Is it solid colored, or ticking striped? Does it look like it would fit in with the type of lines this blogger is using: http://missmustardseed.com/2013/04/vintage-linens/


----------



## 1shotwade (Jul 9, 2013)

I didn't see anything on that link that was close. I think they call it something like "blue duck" it is like blue and white striped. Walmart used to sell something close for $2 a yard but it was real thin. This is really thick,heavy canvas like. It's the same thing we had for bedding back in the fifties for feather tick, shuck tick and straw tick bedss. If I can find my camera I'll try and get a picture but I'm new here so may not know enough to post it.Wade


----------



## Ceilismom (Jul 16, 2011)

It's OK, I know what you're talking about from your description.
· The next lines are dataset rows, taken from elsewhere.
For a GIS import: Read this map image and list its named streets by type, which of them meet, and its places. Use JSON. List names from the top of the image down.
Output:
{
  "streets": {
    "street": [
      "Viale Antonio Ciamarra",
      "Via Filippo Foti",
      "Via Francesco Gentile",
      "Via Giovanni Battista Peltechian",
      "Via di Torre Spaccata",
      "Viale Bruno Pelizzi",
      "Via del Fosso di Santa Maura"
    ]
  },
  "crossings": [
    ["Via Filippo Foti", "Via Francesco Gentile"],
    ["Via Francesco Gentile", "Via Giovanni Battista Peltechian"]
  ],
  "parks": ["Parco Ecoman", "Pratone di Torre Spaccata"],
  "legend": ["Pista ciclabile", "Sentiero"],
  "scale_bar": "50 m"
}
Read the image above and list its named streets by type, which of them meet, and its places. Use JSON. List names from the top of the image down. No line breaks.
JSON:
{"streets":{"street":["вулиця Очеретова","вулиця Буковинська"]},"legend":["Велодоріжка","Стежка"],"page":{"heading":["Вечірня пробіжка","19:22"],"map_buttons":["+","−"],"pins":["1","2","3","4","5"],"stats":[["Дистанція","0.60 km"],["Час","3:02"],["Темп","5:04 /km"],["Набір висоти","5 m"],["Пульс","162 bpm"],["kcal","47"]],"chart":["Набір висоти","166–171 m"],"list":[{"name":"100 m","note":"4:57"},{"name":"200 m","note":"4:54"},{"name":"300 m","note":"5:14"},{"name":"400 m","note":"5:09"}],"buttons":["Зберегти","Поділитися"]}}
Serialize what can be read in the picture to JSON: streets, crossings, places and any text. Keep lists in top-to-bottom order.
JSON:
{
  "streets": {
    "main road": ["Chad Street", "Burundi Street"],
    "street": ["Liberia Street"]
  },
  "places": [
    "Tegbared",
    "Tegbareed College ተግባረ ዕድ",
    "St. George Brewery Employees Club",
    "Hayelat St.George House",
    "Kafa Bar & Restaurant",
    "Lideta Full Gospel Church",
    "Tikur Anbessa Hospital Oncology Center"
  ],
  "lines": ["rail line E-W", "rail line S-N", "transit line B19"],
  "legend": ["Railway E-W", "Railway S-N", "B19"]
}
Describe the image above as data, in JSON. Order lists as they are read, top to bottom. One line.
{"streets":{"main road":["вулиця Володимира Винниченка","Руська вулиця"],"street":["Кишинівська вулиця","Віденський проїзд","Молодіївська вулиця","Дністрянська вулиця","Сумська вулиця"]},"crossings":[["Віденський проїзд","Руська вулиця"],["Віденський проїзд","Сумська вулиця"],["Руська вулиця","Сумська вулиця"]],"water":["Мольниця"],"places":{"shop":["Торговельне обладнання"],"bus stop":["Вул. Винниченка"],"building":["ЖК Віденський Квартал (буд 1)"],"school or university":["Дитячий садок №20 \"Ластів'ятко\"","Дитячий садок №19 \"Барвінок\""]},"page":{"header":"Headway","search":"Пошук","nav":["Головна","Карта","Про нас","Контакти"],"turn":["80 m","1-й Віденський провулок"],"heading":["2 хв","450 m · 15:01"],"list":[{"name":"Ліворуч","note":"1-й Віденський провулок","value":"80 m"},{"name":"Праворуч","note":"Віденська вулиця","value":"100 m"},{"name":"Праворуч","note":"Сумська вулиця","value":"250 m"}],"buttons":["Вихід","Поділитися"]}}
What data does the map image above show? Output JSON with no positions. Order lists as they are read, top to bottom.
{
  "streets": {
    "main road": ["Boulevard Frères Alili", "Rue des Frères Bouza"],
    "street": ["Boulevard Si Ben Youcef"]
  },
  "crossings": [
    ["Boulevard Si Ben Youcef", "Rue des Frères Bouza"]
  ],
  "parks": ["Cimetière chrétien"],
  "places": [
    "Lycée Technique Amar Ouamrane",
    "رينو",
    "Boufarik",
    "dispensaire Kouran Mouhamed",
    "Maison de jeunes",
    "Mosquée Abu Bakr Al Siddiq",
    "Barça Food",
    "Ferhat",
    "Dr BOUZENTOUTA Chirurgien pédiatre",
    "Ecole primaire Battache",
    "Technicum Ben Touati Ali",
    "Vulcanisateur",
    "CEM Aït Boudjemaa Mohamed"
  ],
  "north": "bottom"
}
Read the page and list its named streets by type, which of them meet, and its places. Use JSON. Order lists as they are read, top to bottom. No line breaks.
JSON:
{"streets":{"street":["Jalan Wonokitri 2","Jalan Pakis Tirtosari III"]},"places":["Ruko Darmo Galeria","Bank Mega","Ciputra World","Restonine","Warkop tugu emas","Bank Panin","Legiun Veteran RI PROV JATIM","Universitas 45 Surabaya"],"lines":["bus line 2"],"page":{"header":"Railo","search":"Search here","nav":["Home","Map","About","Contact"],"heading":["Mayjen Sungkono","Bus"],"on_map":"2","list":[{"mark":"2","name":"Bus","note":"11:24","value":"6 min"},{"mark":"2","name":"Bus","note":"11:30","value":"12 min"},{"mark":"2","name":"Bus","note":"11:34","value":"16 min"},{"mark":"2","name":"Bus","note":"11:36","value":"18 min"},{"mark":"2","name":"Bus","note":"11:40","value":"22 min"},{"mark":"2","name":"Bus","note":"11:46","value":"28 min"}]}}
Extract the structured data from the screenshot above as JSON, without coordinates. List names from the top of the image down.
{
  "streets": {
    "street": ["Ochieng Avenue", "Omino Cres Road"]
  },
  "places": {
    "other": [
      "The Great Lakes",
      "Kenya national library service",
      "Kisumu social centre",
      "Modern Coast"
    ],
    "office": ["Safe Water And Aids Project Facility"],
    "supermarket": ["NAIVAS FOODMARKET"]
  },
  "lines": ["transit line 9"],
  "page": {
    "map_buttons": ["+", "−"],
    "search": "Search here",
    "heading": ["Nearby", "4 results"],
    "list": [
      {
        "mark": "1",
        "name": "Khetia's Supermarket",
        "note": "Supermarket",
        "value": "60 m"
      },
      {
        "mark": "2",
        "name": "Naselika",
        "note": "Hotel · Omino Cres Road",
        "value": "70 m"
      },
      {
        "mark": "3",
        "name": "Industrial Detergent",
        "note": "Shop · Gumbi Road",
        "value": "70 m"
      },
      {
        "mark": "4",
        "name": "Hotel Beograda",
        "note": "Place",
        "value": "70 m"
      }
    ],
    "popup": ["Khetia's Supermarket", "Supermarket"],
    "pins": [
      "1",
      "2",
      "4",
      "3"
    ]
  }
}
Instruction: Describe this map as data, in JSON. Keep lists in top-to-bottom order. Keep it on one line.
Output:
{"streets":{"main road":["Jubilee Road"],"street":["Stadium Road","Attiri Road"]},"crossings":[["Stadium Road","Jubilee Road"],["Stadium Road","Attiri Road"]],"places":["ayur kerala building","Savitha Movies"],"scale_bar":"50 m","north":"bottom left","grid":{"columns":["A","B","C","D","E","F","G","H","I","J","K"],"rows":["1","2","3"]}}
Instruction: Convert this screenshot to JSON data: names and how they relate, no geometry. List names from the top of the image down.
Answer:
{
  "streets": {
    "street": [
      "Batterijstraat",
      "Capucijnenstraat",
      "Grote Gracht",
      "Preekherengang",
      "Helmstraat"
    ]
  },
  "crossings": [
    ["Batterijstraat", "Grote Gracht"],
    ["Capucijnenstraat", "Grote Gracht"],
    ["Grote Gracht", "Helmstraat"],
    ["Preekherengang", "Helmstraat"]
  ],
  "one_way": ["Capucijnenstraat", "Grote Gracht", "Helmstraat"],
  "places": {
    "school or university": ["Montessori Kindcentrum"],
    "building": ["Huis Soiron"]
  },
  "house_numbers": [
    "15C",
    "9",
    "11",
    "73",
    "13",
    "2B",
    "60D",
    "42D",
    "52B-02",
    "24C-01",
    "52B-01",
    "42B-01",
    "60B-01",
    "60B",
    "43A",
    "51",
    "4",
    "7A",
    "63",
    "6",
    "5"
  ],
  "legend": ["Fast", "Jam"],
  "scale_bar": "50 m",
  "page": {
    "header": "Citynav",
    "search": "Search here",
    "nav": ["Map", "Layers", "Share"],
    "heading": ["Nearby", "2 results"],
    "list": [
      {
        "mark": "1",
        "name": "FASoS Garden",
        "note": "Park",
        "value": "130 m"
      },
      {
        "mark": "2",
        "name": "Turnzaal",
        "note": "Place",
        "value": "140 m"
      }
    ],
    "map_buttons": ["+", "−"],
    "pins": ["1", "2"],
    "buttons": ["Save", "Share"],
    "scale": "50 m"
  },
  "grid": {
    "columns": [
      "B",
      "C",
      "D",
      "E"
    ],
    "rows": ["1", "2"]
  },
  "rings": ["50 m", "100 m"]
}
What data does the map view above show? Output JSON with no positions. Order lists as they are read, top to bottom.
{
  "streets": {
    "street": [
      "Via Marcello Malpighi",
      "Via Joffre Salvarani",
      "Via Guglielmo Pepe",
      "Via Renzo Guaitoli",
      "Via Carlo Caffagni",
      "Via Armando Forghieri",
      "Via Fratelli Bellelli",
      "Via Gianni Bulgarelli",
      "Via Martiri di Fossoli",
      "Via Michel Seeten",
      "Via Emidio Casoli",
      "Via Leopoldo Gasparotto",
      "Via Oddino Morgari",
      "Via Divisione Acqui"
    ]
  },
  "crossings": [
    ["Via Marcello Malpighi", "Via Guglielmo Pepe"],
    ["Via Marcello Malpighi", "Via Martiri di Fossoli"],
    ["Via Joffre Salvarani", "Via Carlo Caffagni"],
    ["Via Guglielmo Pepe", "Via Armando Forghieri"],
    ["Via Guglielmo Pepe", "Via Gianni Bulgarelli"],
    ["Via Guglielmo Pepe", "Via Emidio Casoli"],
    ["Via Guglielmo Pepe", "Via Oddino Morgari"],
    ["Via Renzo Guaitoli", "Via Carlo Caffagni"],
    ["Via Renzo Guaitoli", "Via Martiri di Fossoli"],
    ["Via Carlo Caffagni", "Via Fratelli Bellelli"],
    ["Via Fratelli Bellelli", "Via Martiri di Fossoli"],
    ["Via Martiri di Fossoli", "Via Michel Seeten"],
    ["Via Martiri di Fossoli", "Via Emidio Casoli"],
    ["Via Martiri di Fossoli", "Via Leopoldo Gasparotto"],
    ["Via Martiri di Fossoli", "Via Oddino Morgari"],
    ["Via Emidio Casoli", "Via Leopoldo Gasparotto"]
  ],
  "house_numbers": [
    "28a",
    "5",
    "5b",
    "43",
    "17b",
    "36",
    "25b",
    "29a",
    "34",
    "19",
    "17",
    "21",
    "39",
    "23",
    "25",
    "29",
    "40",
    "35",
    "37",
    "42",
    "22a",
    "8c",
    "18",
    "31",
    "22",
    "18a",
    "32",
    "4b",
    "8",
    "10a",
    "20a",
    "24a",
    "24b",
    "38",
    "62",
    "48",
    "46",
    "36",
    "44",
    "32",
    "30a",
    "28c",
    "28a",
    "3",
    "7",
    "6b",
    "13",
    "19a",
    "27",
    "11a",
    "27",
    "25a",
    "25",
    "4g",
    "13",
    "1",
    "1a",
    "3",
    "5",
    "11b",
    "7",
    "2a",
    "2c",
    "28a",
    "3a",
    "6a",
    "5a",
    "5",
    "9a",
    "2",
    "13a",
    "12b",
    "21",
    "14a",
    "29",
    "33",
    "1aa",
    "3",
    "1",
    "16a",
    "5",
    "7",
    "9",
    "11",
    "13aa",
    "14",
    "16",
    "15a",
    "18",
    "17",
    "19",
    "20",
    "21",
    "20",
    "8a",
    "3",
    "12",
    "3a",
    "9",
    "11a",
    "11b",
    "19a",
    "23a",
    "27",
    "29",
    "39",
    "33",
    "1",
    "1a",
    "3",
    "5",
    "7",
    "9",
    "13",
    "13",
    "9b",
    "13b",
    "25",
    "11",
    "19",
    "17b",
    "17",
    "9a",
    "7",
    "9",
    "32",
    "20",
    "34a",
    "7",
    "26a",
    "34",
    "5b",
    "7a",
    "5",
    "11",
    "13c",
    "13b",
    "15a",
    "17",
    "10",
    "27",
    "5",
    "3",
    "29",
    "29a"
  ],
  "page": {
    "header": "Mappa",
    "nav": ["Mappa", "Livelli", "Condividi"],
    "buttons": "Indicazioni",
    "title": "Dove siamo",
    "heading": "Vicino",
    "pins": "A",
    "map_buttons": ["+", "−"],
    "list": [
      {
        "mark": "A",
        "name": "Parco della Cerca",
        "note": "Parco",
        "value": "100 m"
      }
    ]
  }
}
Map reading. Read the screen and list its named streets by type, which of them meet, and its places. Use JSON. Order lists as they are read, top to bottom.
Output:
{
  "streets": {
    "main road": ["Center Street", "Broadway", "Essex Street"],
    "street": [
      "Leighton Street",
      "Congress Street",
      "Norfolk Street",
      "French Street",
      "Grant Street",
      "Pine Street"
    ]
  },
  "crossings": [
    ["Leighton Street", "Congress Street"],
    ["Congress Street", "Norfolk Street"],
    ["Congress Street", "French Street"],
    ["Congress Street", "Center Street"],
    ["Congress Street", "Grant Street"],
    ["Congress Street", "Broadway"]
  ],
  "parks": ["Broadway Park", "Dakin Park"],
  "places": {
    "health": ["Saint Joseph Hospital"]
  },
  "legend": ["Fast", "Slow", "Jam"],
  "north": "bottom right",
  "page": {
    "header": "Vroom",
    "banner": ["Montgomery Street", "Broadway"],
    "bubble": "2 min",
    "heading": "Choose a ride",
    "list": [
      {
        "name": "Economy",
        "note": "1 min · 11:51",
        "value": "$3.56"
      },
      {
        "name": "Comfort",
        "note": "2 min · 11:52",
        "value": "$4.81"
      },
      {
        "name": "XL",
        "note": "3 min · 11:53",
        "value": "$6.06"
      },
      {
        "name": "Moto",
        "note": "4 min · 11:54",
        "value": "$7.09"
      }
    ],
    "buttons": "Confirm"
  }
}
If it's a weight of fabric that you could imagine being used to upholster chair seats, or reupholster a fancy camel-back sofa, I think you should be able to find a buyer local to you. If there is an antique mall, or boutique that sells painted/shabby chic furniture in your area, or that has chalk paint for sale, maybe even offers classes in painting furniture, I'd start there. If that's more trouble than it's worth to you, I'd try listing it on craigslist, possibly in the antiques section. Maybe you can use this retail listing as a baseline to set your price. It's brown/beige, and new, and possibly narrower than what you've got, whereas you've got something vintage, and I would think the blue would be a more desirable color: https://www.nickoftime.net/p-10255-mattress-ticking-brownbeige-stripe-canvas-woven-fabric.aspx?gclid=CM-mxb3usrgCFWNgMgodcwUA9Q


----------